A grandes peligros, pues, grandes salvaciones: ¿por qué no seguir agujereando el subsuelo de modo que el coche pueda maximizar, en el centro urbano mismo, su velocidad y su libertad de movimientos? ¿O es que esta clase de obras no crea riqueza y empleo de manera espectacular, permitiendo que la superficie quede liberada para ser espacio de ocio, turismo y cultura (y también de otras clases de comercio, con derecho a aparcamiento subterráneo)? ¿Cabe acaso una inversión más rentable y una aventura más cautivadora? Puede que todo esto sea cierto, pero quizá olvide la principal verdad del transporte y de la vida urbana. No es un hallazgo que resulte cómodo a todos, aunque muchos lo aceptarán con regocijo cínico: cuando velas por tus derechos como usuario automovilístico, los que en realidad defiendes son aquellos que tu coche reclama para sí, arrastrándote como a un remolque.

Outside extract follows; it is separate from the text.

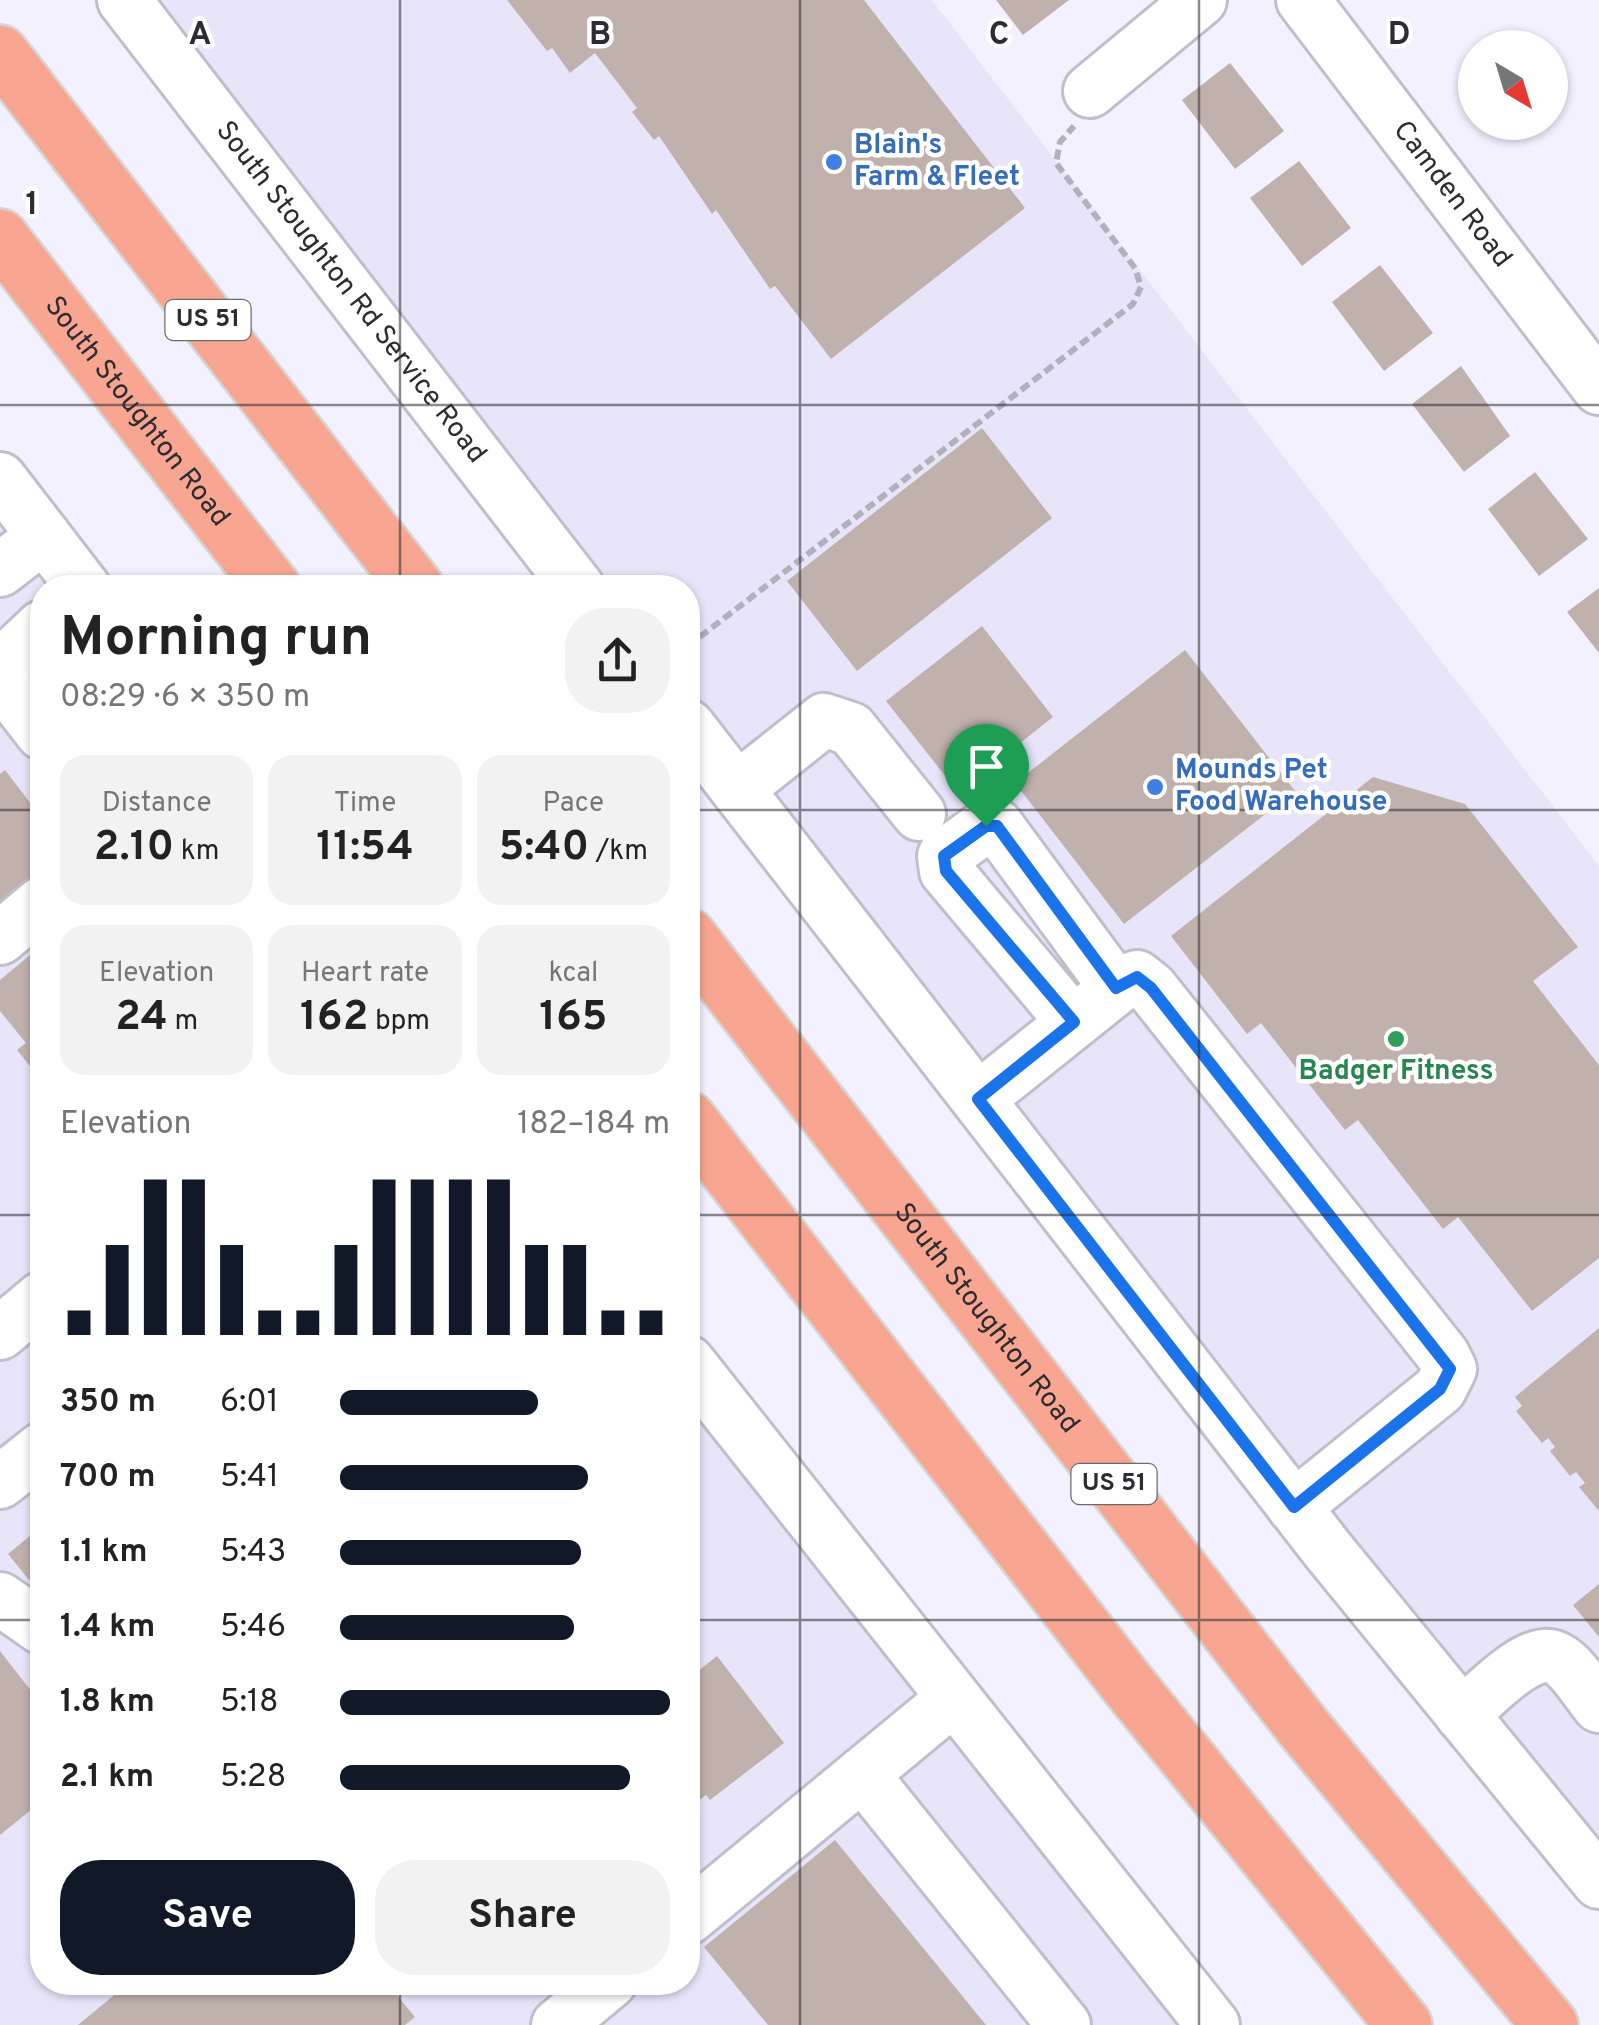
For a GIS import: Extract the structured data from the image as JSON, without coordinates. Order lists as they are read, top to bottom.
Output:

El automóvil —su nombre lo dice todo— no quiere límites de ningún tipo y te ha elegido a ti para que maximices su uso mientras crees ser su dueño porque escogiste esa marca y ese modelo en lugar de otros. Lo tomas como símbolo de tu libertad cuando en realidad eres tú el juguete de sus designios. Como sabe que no puede volar, anhela correr sin límites por las arterias subterráneas de su ciudad. No le impidas entrar en el corazón de la urbe cuando quiera (¡el centro es más suyo que de nadie!) y, si la superficie le pone obstáculos, abre para él todas las profundidades de la tierra. Una vez lo elegiste tú a él, pero, desde entonces, él es tu señor más celoso (también el más deseado) y no serás capaz de escatimarle nada de lo que te exija.

Antonio Valdecantos es catedrático de Filosofía en la Universidad Carlos III. Sus últimos libros son: Sin imagen del tiempo (Abada) y Manifiesto antivitalista (Catarata).